Work item - Identify all lines of the data containing the string "کاربردی" and copy them.

------------------------------------

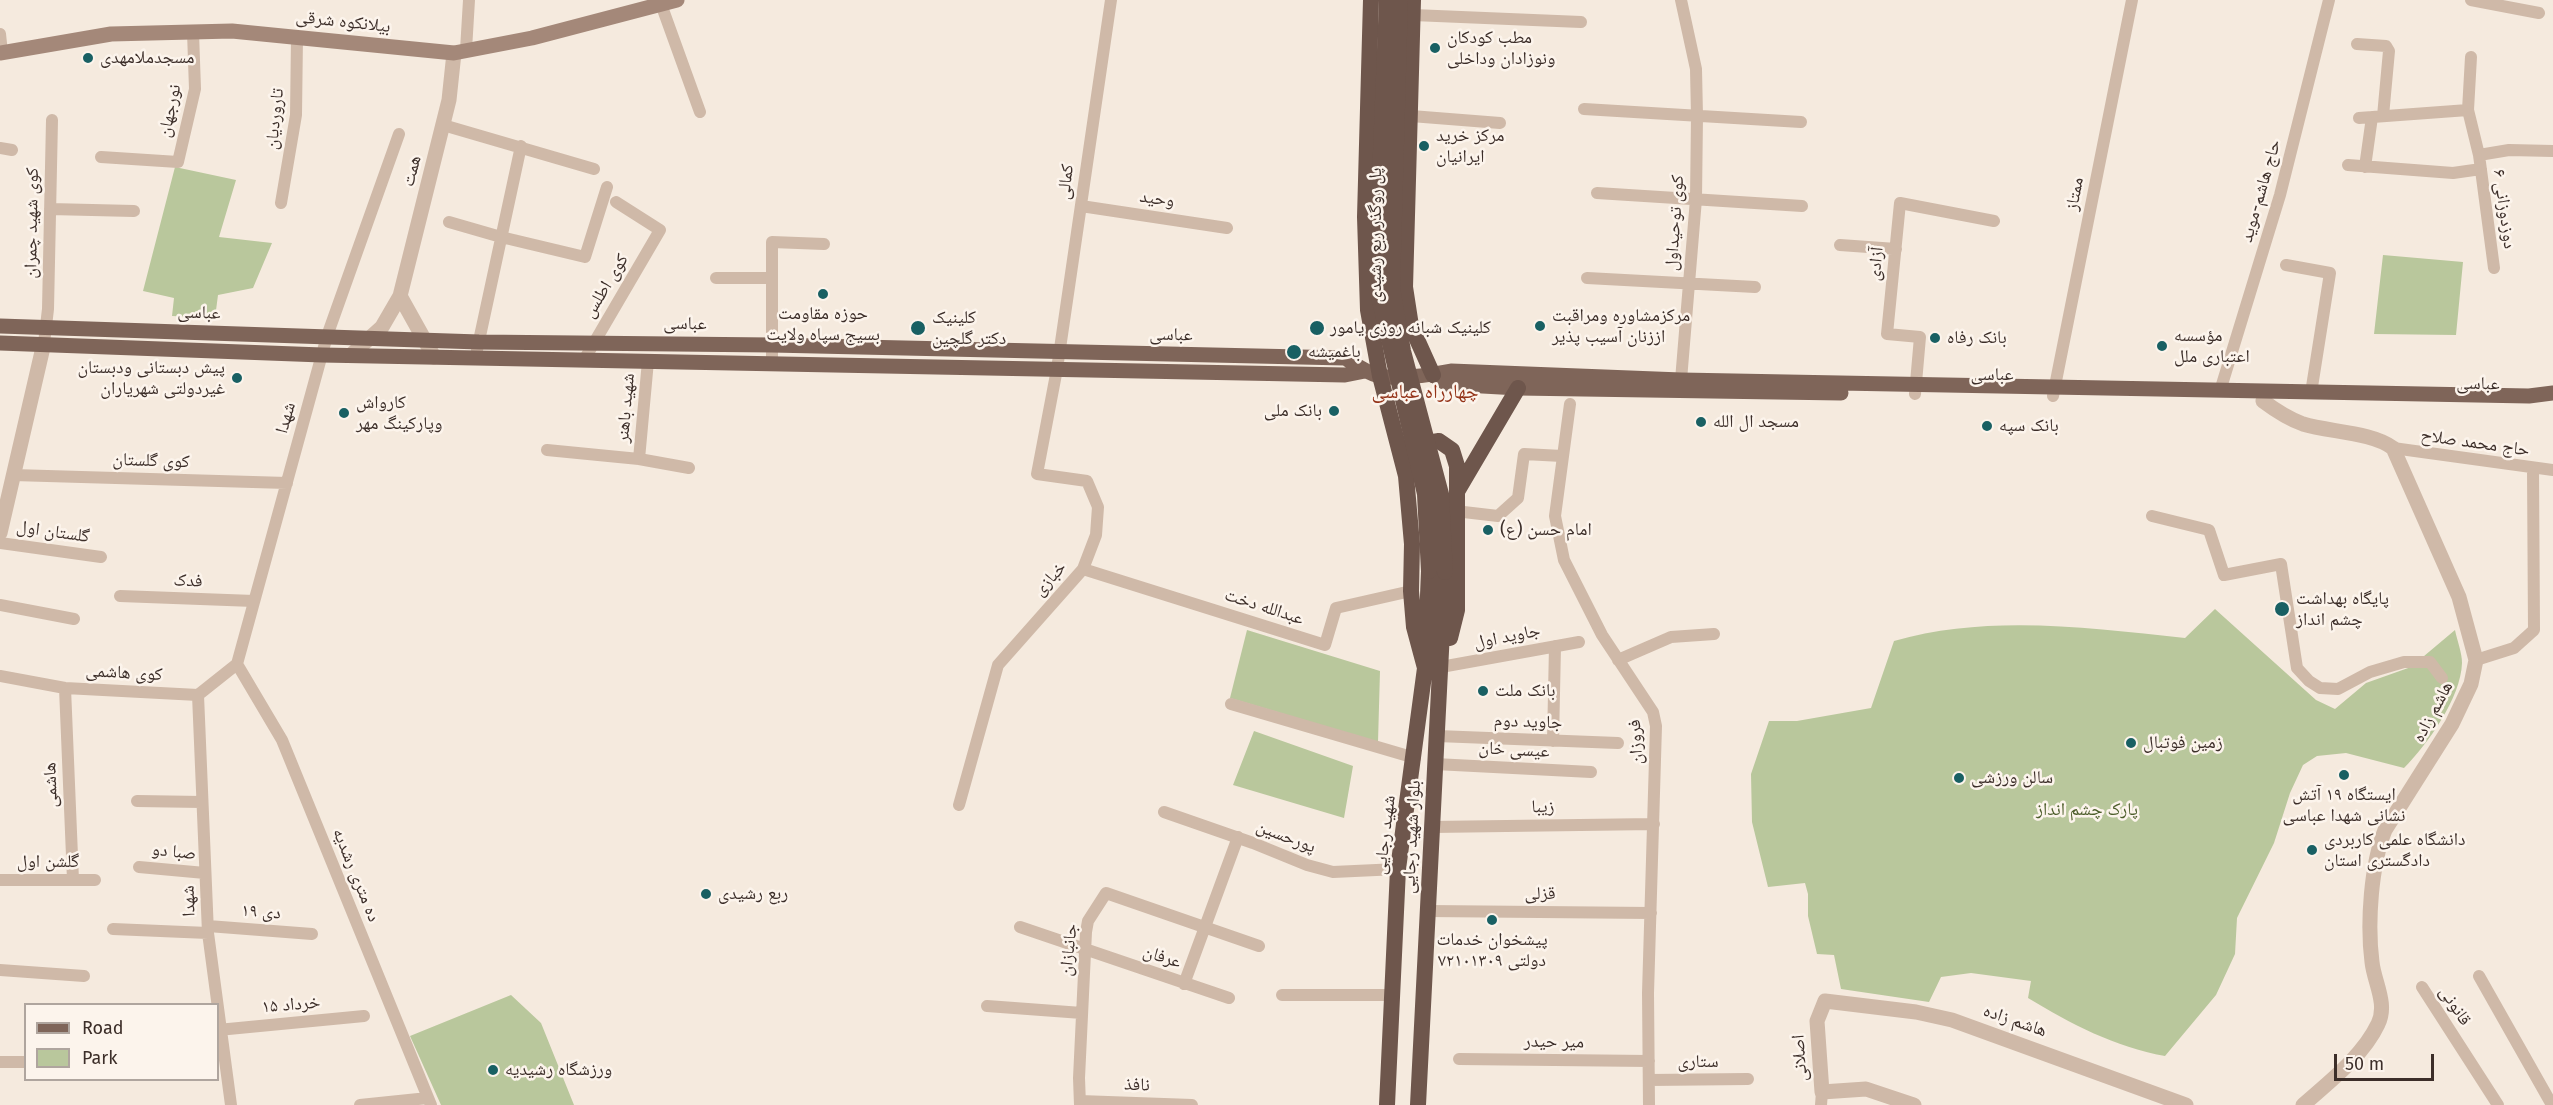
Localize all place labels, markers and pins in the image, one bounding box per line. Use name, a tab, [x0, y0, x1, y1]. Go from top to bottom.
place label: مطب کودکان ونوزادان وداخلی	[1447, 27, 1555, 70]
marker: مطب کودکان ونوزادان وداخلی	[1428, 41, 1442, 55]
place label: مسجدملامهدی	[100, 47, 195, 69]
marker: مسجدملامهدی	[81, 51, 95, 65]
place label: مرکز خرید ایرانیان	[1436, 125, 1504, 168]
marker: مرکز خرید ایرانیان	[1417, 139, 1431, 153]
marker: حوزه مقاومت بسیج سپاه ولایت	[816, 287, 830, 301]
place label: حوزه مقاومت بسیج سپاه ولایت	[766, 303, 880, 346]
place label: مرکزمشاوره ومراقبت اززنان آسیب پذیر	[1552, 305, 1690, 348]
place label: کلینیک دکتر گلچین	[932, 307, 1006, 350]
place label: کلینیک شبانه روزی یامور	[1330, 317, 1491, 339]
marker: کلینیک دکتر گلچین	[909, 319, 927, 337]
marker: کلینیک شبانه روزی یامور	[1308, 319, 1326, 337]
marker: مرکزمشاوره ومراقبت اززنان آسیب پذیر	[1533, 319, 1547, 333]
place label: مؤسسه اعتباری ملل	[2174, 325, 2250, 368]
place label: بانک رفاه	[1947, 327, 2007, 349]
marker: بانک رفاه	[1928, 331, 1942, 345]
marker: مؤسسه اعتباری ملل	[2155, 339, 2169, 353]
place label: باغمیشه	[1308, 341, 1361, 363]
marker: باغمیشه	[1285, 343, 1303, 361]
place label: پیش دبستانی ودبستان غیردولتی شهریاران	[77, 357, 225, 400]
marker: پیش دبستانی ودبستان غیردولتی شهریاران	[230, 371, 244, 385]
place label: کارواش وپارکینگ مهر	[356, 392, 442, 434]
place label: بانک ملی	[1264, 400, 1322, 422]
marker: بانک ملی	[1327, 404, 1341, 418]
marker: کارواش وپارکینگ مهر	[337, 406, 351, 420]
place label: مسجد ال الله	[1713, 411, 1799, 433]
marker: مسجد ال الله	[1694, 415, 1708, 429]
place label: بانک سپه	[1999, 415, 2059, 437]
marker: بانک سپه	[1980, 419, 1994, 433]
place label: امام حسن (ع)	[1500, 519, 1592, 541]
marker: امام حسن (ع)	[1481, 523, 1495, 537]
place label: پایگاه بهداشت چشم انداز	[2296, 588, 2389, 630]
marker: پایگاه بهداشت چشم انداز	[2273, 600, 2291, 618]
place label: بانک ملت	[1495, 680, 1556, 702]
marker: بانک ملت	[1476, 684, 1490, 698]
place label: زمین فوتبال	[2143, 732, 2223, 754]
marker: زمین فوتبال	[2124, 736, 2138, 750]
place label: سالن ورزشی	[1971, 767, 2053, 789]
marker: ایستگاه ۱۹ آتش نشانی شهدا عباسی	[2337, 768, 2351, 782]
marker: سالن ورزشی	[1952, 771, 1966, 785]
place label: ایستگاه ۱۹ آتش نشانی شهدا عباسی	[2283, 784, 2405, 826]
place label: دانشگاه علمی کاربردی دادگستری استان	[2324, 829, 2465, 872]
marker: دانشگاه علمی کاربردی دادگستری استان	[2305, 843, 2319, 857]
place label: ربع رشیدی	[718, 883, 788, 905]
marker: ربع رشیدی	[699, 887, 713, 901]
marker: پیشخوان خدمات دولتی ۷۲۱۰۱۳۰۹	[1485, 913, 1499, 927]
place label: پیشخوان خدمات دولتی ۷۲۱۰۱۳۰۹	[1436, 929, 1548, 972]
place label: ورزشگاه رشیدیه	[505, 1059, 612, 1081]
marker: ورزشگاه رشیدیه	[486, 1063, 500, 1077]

------------------------------------

Answer to the problem -
place label: دانشگاه علمی کاربردی دادگستری استان	[2324, 829, 2465, 872]
marker: دانشگاه علمی کاربردی دادگستری استان	[2305, 843, 2319, 857]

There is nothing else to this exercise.